Q3 — Titration curve

(a) Equivalence point volume = 25 mL (where the curve is steepest / centre of the vertical jump); pH at equivalence point = 7 (strong acid + strong base → neutral salt).

(b) From 0–20 mL the pH rises slowly and gradually (gentle slope) because excess HCl buffers the solution — the large reservoir of H⁺ ions means small additions of OH⁻ cause negligible pH change. Near 25 mL, almost all H⁺ has been neutralised, so each drop of NaOH now dramatically shifts the pH.

(c) Either indicator is suitable for a strong acid–strong base titration because the vertical pH jump spans both transition zones (phenolphthalein: pH 8.3–10; methyl orange: pH 3.1–4.4). The sharp jump >8 pH units means both would change colour within a single drop of titrant at the equivalence point.
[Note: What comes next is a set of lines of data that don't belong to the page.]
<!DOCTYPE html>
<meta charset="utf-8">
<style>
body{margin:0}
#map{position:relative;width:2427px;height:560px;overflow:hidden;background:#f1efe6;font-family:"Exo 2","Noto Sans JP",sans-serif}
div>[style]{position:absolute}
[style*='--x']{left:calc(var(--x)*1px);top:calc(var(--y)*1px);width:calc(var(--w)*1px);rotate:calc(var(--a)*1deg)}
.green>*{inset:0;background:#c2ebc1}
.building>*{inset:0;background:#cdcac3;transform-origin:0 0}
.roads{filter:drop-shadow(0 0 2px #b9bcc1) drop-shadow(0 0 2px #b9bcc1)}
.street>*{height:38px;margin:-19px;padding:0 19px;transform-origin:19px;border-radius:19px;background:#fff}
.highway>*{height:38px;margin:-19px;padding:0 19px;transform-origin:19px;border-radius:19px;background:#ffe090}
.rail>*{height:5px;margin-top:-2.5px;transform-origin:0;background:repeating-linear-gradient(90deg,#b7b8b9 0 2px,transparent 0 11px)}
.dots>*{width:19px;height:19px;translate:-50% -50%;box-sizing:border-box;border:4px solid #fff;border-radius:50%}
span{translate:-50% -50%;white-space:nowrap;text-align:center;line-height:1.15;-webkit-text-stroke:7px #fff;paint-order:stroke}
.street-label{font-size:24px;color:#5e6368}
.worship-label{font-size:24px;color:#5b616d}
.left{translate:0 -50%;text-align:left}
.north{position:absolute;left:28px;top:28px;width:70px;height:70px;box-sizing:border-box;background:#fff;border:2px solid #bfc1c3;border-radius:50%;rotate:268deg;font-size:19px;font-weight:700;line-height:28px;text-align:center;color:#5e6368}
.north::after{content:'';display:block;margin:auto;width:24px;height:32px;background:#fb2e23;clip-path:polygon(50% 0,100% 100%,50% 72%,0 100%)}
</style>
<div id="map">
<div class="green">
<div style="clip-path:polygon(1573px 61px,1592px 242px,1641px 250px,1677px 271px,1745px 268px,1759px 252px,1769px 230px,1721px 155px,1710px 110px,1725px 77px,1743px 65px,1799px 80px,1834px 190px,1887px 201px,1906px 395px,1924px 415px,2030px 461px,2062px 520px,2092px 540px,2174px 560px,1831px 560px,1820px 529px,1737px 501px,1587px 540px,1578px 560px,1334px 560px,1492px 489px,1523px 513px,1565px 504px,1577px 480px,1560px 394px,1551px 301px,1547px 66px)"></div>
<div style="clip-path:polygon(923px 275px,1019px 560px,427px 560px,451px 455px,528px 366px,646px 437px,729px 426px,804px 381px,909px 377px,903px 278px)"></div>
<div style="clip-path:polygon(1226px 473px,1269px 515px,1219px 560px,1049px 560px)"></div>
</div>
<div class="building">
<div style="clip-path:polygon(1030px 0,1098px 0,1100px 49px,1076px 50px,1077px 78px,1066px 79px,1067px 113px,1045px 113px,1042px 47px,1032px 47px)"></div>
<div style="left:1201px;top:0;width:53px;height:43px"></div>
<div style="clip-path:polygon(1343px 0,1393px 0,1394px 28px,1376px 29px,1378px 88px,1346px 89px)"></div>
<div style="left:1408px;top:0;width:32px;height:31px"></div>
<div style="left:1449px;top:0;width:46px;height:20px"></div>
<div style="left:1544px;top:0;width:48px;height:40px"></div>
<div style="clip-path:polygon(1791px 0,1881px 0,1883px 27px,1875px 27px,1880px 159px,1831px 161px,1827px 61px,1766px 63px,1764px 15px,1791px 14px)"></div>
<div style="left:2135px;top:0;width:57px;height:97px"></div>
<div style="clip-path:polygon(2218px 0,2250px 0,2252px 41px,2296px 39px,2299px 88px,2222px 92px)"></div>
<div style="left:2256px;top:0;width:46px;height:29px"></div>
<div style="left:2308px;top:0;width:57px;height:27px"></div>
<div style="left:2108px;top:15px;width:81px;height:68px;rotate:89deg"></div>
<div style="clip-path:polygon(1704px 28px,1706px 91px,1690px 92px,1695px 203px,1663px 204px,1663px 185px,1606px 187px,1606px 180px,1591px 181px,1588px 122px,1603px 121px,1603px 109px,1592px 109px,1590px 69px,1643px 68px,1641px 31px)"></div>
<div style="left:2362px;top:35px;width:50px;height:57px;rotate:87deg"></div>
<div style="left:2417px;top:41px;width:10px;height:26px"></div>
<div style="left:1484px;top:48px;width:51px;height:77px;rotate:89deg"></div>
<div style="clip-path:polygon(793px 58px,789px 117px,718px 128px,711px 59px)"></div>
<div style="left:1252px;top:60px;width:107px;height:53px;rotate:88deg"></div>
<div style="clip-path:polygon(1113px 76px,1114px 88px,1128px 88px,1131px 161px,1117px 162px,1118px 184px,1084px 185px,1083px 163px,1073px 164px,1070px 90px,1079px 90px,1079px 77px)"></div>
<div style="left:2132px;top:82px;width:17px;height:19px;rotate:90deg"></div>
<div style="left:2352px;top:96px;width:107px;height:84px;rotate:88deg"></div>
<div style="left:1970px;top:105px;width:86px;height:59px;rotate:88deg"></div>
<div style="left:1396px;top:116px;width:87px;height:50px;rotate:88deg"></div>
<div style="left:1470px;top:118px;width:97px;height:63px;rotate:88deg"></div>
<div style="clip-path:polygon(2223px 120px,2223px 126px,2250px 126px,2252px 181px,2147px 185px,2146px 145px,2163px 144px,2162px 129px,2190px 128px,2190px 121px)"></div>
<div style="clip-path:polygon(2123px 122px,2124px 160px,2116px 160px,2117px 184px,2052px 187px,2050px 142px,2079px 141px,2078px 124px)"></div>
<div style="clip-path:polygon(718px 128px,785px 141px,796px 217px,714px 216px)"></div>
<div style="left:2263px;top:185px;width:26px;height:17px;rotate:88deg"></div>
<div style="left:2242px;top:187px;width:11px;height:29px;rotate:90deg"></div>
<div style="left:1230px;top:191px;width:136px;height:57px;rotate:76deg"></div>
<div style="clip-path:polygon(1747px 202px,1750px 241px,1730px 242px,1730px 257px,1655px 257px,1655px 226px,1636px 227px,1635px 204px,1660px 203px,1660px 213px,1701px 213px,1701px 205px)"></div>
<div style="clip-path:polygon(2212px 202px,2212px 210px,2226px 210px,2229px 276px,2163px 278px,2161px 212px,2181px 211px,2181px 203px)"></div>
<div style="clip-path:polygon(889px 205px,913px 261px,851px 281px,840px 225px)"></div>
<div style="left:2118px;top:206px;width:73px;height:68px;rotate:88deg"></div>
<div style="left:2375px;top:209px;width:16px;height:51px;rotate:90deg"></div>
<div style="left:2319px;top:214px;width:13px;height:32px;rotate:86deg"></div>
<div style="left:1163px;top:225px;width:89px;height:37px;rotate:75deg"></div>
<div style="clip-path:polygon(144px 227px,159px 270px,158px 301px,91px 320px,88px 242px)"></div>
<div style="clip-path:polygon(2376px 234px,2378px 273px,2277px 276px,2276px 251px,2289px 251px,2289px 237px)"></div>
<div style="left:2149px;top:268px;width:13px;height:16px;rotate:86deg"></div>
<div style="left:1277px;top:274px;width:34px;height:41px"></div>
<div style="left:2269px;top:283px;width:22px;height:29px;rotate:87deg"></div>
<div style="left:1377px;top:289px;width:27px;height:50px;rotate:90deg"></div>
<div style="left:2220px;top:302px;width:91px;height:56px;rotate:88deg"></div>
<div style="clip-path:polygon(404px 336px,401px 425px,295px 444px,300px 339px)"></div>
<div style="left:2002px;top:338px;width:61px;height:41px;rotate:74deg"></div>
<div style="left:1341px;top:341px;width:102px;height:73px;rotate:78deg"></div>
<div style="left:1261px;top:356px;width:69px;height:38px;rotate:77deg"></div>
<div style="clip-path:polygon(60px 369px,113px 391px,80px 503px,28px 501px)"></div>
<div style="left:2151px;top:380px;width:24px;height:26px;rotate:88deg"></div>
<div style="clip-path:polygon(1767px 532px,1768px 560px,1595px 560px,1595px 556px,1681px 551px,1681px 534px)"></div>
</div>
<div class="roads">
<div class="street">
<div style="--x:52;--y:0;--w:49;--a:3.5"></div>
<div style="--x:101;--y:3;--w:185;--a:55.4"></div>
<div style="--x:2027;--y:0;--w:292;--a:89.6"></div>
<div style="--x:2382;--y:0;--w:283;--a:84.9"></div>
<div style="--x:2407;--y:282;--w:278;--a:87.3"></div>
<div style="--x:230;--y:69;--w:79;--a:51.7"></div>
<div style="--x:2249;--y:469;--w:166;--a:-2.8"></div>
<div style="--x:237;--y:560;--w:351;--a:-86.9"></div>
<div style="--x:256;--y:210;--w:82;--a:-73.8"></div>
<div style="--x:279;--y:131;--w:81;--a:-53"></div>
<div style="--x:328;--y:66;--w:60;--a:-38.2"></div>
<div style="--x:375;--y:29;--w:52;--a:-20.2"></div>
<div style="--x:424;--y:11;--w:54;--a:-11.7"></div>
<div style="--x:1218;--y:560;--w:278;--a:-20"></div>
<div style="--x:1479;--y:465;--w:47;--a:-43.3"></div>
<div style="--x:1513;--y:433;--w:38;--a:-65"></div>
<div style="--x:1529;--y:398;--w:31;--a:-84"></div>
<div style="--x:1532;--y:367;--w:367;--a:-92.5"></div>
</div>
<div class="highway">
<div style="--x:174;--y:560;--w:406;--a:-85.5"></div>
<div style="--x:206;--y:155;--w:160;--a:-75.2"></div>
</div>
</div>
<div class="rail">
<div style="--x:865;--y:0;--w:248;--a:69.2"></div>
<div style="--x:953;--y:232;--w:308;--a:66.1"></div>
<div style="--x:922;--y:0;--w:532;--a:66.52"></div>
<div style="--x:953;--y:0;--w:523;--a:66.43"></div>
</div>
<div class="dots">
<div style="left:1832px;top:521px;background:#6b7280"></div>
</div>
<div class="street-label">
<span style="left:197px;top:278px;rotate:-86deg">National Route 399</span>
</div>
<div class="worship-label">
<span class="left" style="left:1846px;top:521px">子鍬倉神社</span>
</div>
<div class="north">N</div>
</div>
Either is acceptable; phenolphthalein is often preferred because its colourless → pink change is easier to judge against a white tile.

(d) At the equivalence point, n(HCl) = n(NaOH) = 0.1000 × 0.02500 = 2.500 × 10⁻³ mol. Volume of HCl = 25.00 mL = 0.02500 L. c(HCl) = 2.500 × 10⁻³ ÷ 0.02500 = 0.1000 mol L⁻¹.

Q4 — Antacid tablet case study

(a) Average titre = (22.38 + 22.40 + 22.35) ÷ 3 = 22.38 mL. The rough titre (26.10 mL) is excluded because it intentionally overshoots the endpoint and is used only to locate the approximate end point for subsequent accurate runs; it is never concordant with accurate titres.

(b)
Step 1: n(HCl) = 0.1000 × 0.02238 = 2.238 × 10⁻³ mol
Step 2: n(Mg(OH)₂) in aliquot = 2.238 × 10⁻³ ÷ 2 = 1.119 × 10⁻³ mol (ratio 1:2)
Step 3 (scale-up): n(Mg(OH)₂) in whole tablet = 1.119 × 10⁻³ × (250.0 ÷ 25.00) = 1.119 × 10⁻² mol
Step 4: m(Mg(OH)₂) = 1.119 × 10⁻² × 58.32 = 0.6526 g = 652.6 mg

(c) 652.6 mg is greater than the labelled 400 mg. % difference = |(652.6 − 400) ÷ 400| × 100 = 63.2% above specification. The tablet exceeds the labelled amount significantly and would fail QA. Note: this discrepancy may indicate an error in the illustrative data; present the calculation correctly and flag the anomaly.